# WORK ORDER:
Wherever "white" turns up in a line of the entries below, that line counts. Say how many such lines there are, with no other words.

# DATASET RECORDS:
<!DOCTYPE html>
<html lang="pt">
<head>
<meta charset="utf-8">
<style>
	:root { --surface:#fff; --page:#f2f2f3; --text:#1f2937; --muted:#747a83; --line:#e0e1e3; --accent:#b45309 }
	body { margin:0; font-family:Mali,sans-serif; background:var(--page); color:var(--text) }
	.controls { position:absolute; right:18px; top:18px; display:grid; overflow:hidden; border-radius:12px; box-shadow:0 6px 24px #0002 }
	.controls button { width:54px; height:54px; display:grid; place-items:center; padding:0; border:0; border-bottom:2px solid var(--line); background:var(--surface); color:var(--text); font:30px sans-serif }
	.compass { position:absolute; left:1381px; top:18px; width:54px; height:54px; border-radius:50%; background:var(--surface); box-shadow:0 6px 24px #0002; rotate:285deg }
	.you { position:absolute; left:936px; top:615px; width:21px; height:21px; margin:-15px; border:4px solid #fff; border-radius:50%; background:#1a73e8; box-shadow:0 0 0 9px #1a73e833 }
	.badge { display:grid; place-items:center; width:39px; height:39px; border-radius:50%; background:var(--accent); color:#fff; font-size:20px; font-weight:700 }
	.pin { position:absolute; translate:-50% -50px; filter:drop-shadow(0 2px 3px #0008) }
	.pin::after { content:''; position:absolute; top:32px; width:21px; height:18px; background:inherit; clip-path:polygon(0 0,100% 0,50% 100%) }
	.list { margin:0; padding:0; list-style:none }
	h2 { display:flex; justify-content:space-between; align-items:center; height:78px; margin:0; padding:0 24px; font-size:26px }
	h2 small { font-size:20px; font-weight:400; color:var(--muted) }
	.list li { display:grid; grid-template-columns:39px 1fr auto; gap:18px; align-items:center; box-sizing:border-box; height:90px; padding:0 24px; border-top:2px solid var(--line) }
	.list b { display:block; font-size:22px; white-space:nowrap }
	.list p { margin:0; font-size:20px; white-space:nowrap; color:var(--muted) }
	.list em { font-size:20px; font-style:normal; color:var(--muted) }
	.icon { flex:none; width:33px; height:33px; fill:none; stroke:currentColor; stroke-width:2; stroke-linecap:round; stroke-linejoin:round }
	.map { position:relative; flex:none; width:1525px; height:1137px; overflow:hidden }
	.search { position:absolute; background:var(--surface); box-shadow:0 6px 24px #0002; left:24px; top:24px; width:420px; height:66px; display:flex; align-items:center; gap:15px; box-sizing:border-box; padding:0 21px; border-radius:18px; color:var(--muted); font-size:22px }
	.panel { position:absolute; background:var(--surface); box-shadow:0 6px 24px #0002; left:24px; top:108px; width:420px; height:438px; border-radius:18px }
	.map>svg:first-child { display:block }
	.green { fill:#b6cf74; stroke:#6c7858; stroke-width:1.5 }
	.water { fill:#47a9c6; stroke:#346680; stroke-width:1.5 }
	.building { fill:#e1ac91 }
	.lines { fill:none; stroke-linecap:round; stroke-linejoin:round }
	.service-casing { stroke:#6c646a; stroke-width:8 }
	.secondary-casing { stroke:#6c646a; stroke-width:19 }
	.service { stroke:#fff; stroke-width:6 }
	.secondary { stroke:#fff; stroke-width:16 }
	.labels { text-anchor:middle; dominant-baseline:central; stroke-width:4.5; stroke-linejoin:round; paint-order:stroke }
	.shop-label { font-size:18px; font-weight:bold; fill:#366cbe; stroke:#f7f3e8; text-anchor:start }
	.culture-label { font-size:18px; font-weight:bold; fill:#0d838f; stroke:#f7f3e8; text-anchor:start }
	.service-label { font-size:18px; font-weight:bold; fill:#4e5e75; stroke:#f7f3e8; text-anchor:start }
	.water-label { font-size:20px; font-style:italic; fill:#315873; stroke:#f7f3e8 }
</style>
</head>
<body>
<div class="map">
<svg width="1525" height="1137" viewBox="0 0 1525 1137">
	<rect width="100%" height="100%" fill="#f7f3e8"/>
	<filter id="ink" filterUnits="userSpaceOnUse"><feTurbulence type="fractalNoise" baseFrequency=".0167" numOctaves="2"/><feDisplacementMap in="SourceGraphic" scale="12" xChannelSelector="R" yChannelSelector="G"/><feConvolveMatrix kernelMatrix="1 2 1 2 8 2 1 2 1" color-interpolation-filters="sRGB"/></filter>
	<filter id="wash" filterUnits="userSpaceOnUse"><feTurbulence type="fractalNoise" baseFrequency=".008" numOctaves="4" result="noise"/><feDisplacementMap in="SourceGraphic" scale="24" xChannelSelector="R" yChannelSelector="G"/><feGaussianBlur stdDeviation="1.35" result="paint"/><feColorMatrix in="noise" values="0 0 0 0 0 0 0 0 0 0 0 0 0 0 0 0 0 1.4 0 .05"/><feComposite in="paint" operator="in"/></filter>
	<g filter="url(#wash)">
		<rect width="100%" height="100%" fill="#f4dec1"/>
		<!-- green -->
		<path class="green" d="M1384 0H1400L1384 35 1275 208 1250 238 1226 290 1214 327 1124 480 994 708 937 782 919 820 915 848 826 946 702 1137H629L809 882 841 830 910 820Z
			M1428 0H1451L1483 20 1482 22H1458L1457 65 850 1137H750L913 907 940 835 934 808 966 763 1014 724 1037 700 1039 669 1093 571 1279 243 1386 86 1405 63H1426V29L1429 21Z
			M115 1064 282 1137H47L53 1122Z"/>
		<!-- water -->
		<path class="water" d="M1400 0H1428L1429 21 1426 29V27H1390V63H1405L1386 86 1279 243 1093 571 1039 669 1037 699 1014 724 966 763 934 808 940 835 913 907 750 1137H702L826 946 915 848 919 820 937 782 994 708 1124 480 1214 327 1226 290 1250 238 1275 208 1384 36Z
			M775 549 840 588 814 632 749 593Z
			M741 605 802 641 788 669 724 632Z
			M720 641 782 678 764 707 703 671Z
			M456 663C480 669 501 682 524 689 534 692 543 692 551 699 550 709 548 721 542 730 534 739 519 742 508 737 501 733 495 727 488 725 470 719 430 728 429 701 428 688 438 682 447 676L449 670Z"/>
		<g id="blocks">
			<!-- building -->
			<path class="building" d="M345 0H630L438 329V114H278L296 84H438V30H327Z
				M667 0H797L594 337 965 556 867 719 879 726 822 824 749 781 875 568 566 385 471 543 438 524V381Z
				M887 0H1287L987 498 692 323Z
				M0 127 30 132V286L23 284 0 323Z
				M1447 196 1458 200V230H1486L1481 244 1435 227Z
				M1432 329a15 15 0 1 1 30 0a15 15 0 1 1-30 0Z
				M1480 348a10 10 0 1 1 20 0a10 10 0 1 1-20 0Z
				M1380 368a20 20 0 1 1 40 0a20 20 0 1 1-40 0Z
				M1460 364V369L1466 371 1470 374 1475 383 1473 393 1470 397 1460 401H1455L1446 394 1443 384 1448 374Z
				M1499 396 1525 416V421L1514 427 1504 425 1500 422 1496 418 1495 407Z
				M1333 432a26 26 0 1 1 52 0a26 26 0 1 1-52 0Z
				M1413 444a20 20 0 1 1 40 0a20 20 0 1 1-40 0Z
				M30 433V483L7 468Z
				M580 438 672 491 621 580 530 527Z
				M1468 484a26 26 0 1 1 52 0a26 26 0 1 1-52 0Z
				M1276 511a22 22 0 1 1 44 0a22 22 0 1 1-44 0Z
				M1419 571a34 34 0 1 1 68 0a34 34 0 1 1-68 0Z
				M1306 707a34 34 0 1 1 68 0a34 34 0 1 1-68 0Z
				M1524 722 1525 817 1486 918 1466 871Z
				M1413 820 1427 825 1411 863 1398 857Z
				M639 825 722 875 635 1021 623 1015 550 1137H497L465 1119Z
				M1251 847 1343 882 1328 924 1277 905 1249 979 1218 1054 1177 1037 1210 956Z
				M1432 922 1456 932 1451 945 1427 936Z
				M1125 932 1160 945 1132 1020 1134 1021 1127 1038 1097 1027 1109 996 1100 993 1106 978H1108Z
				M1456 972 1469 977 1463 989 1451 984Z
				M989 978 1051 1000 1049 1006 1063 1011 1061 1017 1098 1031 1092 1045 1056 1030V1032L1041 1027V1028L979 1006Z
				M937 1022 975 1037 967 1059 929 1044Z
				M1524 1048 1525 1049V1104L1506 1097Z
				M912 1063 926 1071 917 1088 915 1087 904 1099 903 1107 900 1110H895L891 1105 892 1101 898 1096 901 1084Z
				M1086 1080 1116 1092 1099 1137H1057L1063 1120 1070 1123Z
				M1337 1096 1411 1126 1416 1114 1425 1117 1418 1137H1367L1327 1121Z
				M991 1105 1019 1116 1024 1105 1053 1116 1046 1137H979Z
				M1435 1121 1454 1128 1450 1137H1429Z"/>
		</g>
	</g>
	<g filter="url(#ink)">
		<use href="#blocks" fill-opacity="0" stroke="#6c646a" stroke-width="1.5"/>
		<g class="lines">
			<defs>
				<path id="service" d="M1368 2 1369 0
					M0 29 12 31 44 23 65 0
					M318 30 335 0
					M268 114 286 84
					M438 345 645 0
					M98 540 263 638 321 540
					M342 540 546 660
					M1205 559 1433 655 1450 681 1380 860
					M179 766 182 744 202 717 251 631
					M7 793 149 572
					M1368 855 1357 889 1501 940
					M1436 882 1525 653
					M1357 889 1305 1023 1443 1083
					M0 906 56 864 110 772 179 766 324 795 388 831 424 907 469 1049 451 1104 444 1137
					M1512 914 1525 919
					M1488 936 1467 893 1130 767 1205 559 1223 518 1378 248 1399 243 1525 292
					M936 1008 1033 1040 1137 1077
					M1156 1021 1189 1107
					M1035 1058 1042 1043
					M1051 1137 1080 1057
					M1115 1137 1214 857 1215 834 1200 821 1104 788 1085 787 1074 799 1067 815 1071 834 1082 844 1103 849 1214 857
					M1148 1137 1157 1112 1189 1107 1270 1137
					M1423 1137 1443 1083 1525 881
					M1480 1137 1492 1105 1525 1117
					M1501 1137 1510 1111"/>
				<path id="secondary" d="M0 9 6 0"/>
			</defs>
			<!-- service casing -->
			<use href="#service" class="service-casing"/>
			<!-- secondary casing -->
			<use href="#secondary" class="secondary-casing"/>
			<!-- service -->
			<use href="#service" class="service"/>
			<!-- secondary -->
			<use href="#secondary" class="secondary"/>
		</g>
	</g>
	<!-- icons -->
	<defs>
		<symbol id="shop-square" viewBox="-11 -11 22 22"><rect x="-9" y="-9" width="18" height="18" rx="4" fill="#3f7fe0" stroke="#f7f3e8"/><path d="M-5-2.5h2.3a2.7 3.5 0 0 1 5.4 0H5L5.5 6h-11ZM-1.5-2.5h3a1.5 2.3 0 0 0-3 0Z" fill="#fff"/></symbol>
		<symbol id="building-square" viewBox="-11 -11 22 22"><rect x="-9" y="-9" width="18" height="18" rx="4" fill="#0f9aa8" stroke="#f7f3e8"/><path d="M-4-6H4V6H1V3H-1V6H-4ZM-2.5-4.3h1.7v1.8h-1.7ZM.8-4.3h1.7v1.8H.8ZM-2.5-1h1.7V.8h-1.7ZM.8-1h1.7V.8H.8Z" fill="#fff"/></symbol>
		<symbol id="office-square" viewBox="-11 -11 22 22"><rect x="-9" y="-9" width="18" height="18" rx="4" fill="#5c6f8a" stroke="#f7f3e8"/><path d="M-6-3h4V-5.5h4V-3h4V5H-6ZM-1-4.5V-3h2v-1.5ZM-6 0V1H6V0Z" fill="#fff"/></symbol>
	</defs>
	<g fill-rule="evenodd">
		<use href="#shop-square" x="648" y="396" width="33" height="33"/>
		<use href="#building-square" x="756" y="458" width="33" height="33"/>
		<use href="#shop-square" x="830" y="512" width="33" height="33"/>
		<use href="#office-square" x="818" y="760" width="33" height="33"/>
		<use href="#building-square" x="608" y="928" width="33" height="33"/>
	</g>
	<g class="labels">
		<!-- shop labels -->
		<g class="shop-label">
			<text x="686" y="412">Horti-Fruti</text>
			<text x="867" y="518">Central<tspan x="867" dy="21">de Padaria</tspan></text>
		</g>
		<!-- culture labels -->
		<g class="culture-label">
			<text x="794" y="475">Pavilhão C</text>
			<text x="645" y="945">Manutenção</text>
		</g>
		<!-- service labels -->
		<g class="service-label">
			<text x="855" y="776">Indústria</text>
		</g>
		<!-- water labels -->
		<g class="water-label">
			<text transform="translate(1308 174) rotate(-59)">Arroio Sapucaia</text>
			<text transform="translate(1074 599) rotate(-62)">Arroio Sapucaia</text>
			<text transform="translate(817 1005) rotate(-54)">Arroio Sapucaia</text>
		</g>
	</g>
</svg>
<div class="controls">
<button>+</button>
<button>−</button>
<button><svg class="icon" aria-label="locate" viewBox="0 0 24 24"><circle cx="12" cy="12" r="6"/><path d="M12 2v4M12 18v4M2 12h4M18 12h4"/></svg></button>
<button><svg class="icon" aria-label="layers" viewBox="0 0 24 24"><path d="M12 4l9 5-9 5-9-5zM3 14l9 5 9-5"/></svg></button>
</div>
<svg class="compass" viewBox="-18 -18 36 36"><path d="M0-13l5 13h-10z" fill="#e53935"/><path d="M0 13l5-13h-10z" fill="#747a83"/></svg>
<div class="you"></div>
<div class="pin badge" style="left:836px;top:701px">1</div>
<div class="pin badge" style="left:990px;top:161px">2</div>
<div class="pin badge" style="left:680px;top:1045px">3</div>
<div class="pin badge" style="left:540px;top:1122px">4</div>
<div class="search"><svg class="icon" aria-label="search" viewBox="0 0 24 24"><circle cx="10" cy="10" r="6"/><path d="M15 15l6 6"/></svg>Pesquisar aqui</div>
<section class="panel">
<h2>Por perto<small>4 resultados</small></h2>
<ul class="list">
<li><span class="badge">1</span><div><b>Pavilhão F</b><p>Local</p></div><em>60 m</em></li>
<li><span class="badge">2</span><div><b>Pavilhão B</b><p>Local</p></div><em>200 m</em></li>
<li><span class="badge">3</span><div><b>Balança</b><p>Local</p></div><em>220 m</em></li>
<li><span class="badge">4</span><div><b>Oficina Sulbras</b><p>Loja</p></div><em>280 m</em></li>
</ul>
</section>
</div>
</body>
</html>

# ANSWER SECTION:
2